Gérald Papy

Le tueur et le président

Gérald Papy Rédacteur en chef adjoint

Le président français Nicolas Sarkozya eu raison de proclamer que « toute la communauté nationale » était bouleversée par la tuerie de Toulouse.

L’assassinat de trois enfants et d’un professeur le lundi 19 mars participe, après l’exécution avec la même arme d’un puis de deux militaires les 11 et 15 mars, d’une surenchère dans l’horreur qui ne pouvait qu’instiller en France la psychose du tueur en série.

Mais le carnage de Toulouse recèle évidemment une dimension dramatique supplémentaire pour la communauté juive d’Europe. Qu’un homme abatte de sang- froid, à bout portant, des enfants de 3, 6 et 10 ans dans une école juive qu’il a choisie ravive les souvenirs les plus douloureux et les plus monstrueux d’une époque où fut perpétré un génocide sur le continent européen. Il n’est donc pas illégitime que d’Israël ou d’ailleurs émanent des réactions d’inquiétude sur le sort des Juifs dans nos pays. D’ailleurs, si, d’après les chiffres officiels, le nombre d’actes antisémites a diminué en France en 2011, celui des agressions physiques est resté stable.

La nature antisémite de l’assassin des enfants étant avérée, c’est en revanche l’enquête qui devra déterminer si ses trois précédentes victimes ont été sélectionnées parce que d’origine musulmane ou parce que militaires (ayant potentiellement servi en Afghanistan). De la réponse à cette question pourrait dépendre, le cas échéant, le profil, néonazi ou islamiste, du tueur.

Ces motivations politiques présumées ne seront pas anodines pour analyser l’impact du drame sur la campagne pour l’élection présidentielle des 22 avril et 6 mai. Puisque impact il y aura indubitablement. Le positionnement des candidats est scruté depuis le milieu de la semaine par l’électeur dans une marge de man£uvre qu’a bien résumée le site d’information rue89.fr : « Le premier qui dérape a perdu. » L’union nationale à laquelle les deux principaux prétendants à l’Elysée, François Hollande et Nicolas Sarkozy, ont appelé le jour de la tuerie au lycée Ozar-Hatorah aurait dû inspirer la retenue aux différents prétendants. Or le consensus aura vite été écorné, tantôt par un François Bayrou jugeant que le drame « s’enracine dans une société où ce type d’actes se multiplient », tantôt par un Nicolas Sarkozy, accusé d’un discours anxiogène de reconquête pour avoir déclaré à des enfants d’une école catholique que le « drame aurait pu se passer ici ».
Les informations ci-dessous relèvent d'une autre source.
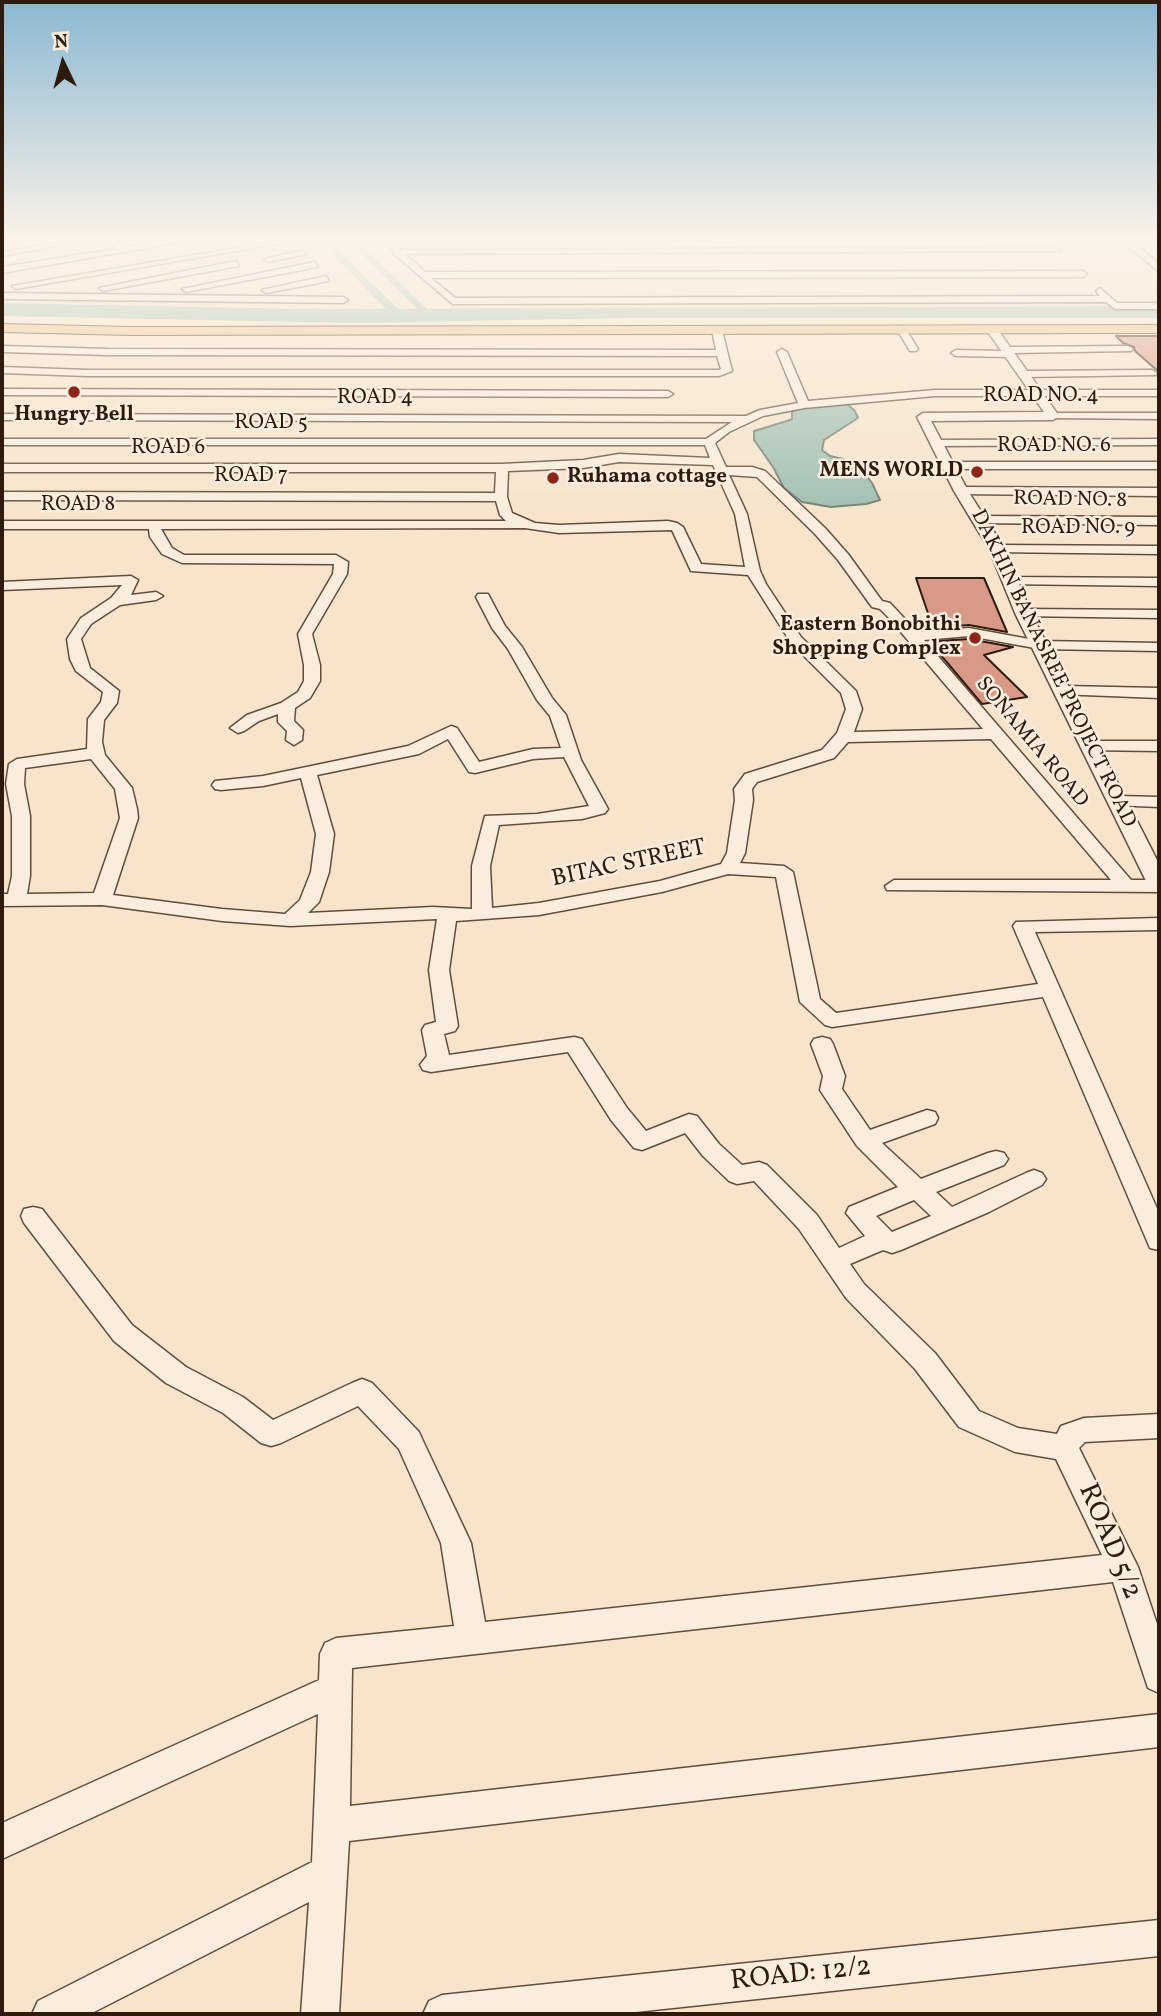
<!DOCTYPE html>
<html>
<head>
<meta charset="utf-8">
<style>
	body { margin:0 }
	#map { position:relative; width:1161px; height:2016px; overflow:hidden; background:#f7e4cb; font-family:Vollkorn,serif }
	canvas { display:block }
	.frame { position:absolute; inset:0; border:4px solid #2f1b0e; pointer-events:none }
	.north { position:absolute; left:28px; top:28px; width:70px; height:70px; -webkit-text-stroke:5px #faeddd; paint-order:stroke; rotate:355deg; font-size:19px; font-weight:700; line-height:28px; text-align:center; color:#2f1b0e }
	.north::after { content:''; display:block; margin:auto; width:24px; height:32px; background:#2f1b0e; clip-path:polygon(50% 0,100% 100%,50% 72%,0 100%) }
</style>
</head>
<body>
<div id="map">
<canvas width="1161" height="2016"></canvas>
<div class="frame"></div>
<div class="north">N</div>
</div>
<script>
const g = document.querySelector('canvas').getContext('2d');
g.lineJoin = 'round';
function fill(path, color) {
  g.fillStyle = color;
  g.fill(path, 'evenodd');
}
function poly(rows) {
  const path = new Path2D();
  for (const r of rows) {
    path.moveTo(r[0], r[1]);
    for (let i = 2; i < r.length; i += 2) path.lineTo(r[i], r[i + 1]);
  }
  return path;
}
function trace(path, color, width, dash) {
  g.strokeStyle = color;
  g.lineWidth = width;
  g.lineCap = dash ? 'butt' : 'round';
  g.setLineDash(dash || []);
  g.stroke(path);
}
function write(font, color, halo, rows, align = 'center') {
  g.font = font + ' Vollkorn,serif';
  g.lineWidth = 5;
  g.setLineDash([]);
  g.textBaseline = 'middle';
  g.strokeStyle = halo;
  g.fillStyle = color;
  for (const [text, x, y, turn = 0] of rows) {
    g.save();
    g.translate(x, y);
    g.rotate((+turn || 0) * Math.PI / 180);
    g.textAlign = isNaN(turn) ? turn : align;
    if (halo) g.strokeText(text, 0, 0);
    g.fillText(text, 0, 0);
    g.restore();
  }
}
const water = poly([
	[847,404,855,411,858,418,824,440,822,450,830,456,856,462,872,483,880,500,866,504,831,507,802,502,784,488,773,467,754,440,754,431,787,421,792,419,792,412,805,406,847,404]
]);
fill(water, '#9ebfb1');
trace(water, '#727d70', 2);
fill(poly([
	[325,240,333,240,343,255,399,310,418,310,348,240,356,240,429,311,429,315,392,315,337,259,325,240],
	[2,310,356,317,624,312,1159,312,1159,318,624,318,356,323,2,316,2,310]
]), '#9ebfb1');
fill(poly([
	[2,303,306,309,1159,306,1159,316,306,319,2,313,2,303]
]), '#9ebfb1');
const building = poly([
	[1116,336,1159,336,1159,372,1135,351,1134,347,1123,343,1116,336],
	[916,578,984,578,1007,632,969,625,933,628,916,578],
	[969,639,1013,647,984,655,1027,697,982,704,939,653,941,652,937,641,969,639]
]);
fill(building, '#d89987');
trace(building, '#2f1b0e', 2);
const minor = poly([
	[72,240,90,240,2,256,2,252,72,240],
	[105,240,115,240,126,247,119,249,105,240],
	[282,240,294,241,16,289,12,286,282,240],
	[387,240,395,240,400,250,1058,247,1061,251,405,254,425,272,1083,271,1087,274,1083,277,431,278,455,298,1100,296,1096,291,1100,288,1117,303,1159,303,1159,309,1115,309,1106,302,453,304,394,254,387,240],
	[304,250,307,254,268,262,264,259,304,250],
	[236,261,239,266,103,291,99,288,236,261],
	[315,262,318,267,186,292,182,289,315,262],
	[326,276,329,281,266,293,262,290,326,276],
	[2,293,343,297,348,300,343,303,2,299,2,293],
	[898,326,904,326,918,349,916,351,910,351,896,328,898,326],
	[717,327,722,330,732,371,719,376,87,376,2,373,2,367,87,370,719,370,721,369,717,356,107,355,2,352,2,346,107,349,716,350,712,330,717,327],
	[1128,346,1133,349,1131,351,1014,353,1010,357,956,356,951,353,956,350,1003,351,1007,347,1128,346],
	[782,349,787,352,808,401,935,390,1159,390,1159,396,935,396,804,408,763,416,729,432,715,443,726,467,752,467,765,471,825,528,848,554,882,601,890,603,917,632,969,628,1040,641,1159,643,1159,651,1040,649,969,636,924,640,1131,880,1159,880,1159,892,887,890,885,886,894,880,1111,880,991,739,848,742,834,758,757,782,752,789,753,800,745,853,740,863,784,866,793,872,820,999,836,1013,1038,984,1013,926,1016,922,1159,918,1159,930,1035,932,1159,1213,1159,1250,1150,1248,1147,1241,1043,997,832,1027,825,1025,800,1002,776,877,728,874,662,892,539,915,456,921,449,970,458,1026,455,1031,444,1034,449,1055,574,1037,582,1039,627,1108,646,1131,689,1114,697,1116,719,1144,742,1165,759,1162,767,1165,817,1215,839,1248,865,1236,846,1213,849,1207,898,1187,857,1146,820,1090,823,1076,811,1044,814,1039,822,1037,830,1039,833,1044,845,1076,842,1089,870,1130,927,1110,935,1112,938,1118,935,1124,882,1143,921,1179,988,1153,996,1151,1004,1153,1008,1159,1004,1165,936,1192,952,1207,1026,1173,1034,1170,1042,1173,1046,1179,1042,1185,989,1212,901,1250,892,1253,883,1250,850,1264,864,1284,935,1353,979,1411,1018,1428,1057,1434,1061,1426,1084,1418,1159,1414,1159,1438,1085,1442,1079,1448,1138,1567,1159,1630,1159,1693,1148,1688,1113,1582,352,1668,350,1806,1159,1714,1159,1747,349,1841,339,2014,301,2014,309,1902,90,2014,32,2014,38,2001,312,1862,318,1714,2,1859,2,1823,319,1680,320,1654,325,1643,336,1638,454,1626,441,1543,399,1449,358,1406,281,1443,271,1446,261,1443,223,1413,166,1383,114,1341,24,1223,21,1216,24,1209,33,1207,42,1209,132,1325,186,1367,243,1397,273,1420,352,1383,362,1379,372,1383,419,1432,423,1441,471,1543,485,1622,1102,1555,1056,1459,1015,1452,959,1427,915,1369,846,1298,799,1229,754,1181,737,1184,729,1181,703,1156,685,1133,642,1150,634,1148,611,1120,568,1052,431,1072,423,1070,420,1065,427,1056,422,1030,425,1025,436,1022,429,970,437,919,290,926,222,921,102,905,2,906,2,894,8,894,12,876,12,816,6,784,9,764,17,759,87,749,88,719,101,702,103,692,76,671,70,659,67,639,81,618,111,598,122,585,2,590,2,582,131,576,138,580,131,595,156,592,163,596,156,600,120,605,91,624,81,639,90,668,119,691,117,703,104,720,102,742,105,755,132,788,137,809,138,818,113,895,222,909,285,914,300,900,311,872,316,834,301,778,263,786,221,790,215,789,212,785,215,781,263,776,408,746,451,726,457,728,479,762,533,749,561,748,550,716,537,700,508,649,492,628,476,597,478,594,488,594,505,626,522,647,552,698,566,715,581,760,608,809,605,813,582,819,499,825,490,866,492,908,539,903,660,881,721,864,727,853,735,800,734,789,745,774,822,750,837,733,846,709,841,693,791,643,748,575,691,571,672,530,559,533,525,528,161,529,172,548,184,555,336,555,348,562,347,574,312,634,320,665,320,681,310,698,295,708,294,721,303,730,302,740,294,745,286,740,287,731,278,722,278,714,259,721,244,731,238,733,230,728,247,715,281,703,298,692,304,681,304,665,298,634,333,574,334,564,182,563,162,554,150,537,149,529,2,529,2,521,506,521,500,515,496,501,2,500,2,492,495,493,496,472,2,472,2,464,502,464,583,460,619,454,710,458,705,445,2,445,2,439,706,439,732,422,2,420,2,414,746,416,760,410,798,403,777,352,782,349],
	[619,462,713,465,735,514,745,567,701,564,683,527,677,523,668,521,559,525,535,523,512,513,507,497,508,471,583,468,619,462],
	[729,475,757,477,815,534,838,560,872,607,880,609,889,618,983,729,854,732,862,709,856,691,801,637,766,584,760,571,747,514,729,475],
	[448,739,469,772,475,773,533,759,564,757,589,806,537,814,485,816,472,866,472,909,433,907,308,913,319,902,329,872,334,834,317,775,419,754,448,739],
	[91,759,115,789,120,818,94,893,27,894,30,876,30,816,24,784,25,768,91,759],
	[914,1200,931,1216,892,1232,876,1216,914,1200],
	[1152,370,1157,373,1156,375,1025,377,1020,374,1025,371,1152,370],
	[2,389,668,391,673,394,668,397,2,395,2,389],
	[1053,413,1159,413,1159,419,1049,418,1047,416,1053,413],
	[1159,439,1159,445,936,446,930,443,936,440,1159,439],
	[948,462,1159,462,1159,469,944,469,942,466,948,462],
	[961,487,1159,488,1159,496,957,494,955,491,961,487],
	[980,516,1159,517,1159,525,975,523,974,520,980,516],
	[997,545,1159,546,1159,554,992,552,990,549,997,545],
	[1009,577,1159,578,1159,586,1004,584,1004,578,1009,577],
	[1023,609,1159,610,1159,618,1018,616,1016,613,1023,609],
	[1064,686,1159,688,1159,698,1058,694,1056,691,1058,688,1064,686],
	[1091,741,1159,741,1159,751,1085,750,1083,746,1091,741],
	[1118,796,1159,797,1159,807,1112,805,1109,801,1112,797,1118,796],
	[1159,1920,1159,1956,617,2014,423,2014,429,2001,442,1995,1159,1920]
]);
const tertiary = poly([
	[171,240,193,240,2,273,2,267,171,240],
	[1121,240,1131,240,1159,264,1159,272,1121,240],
	[992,326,996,327,1059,416,1053,420,931,421,968,491,1005,549,1031,613,1159,864,1159,892,1151,890,1148,885,1015,613,989,549,954,491,917,417,923,413,1044,412,986,329,992,326]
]);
const primary = poly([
	[2,324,131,327,1159,325,1159,333,131,335,2,332,2,324]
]);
trace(minor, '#614d3d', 3);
trace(tertiary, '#614d3d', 3);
trace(primary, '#2f1b0e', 2);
fill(minor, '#faeddd');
fill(tertiary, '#faeddd');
fill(primary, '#ecc286');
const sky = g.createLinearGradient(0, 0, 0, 522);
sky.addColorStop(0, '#8ab8d2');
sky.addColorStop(0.46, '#fbf3e8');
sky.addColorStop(1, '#fbf3e800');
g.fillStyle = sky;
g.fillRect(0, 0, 1161, 522);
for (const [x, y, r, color] of [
	[74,392,7,"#8f2418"],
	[977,472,7,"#8f2418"],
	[553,478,7,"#8f2418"],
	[975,638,7,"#8f2418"]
]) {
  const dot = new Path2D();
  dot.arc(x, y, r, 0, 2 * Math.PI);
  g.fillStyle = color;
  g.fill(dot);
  trace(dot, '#faeddd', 2.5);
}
write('21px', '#2f1b0e', '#faeddd', [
	["ROAD NO. 4",1041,397],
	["ROAD 4",375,399],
	["ROAD 5",271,424],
	["ROAD NO. 6",1054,447],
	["ROAD 6",168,449],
	["ROAD 7",251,477],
	["ROAD NO. 8",1070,501,1],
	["ROAD 8",78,506],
	["ROAD NO. 9",1078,529],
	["DAKHIN BANASREE PROJECT ROAD",1052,669,64],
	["SONAMIA ROAD",1031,743,50]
]);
write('bold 21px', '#2f1b0e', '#faeddd', [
	["Hungry Bell",74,416,"center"],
	["MENS WORLD",963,472],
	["Ruhama cottage",567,478,"left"],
	["Eastern Bonobithi",961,626],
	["Shopping Complex",961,650]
], 'right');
write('24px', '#2f1b0e', '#faeddd', [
	["BITAC STREET",629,865,-12]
]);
write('28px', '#2f1b0e', '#faeddd', [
	["ROAD 5/2",1108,1542,67],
	["ROAD: 12/2",801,1976,-6]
]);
</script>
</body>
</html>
Devant l’incompréhension qu’inspire un assassin qui filme probablement ses actes avec une caméra au cou, les dirigeants politiques seraient bien inspirés de s’interroger sur la multiplication en Europe de tueries de masse qui ne sont définitivement plus l’apanage des Etats-Unis. Face à la gravité du crime antisémite commis à Toulouse, les responsables politiques se grandiraient en répondant à ce que le spécialiste des extrémismes en Europe Jean-Yves Camus nomme la « libération de la parole radicale antisioniste » (voir en page 56). C’est à cette aune que les Français pourront juger de la stature véritablement présidentielle de ceux qui se présentent à leur suffrage.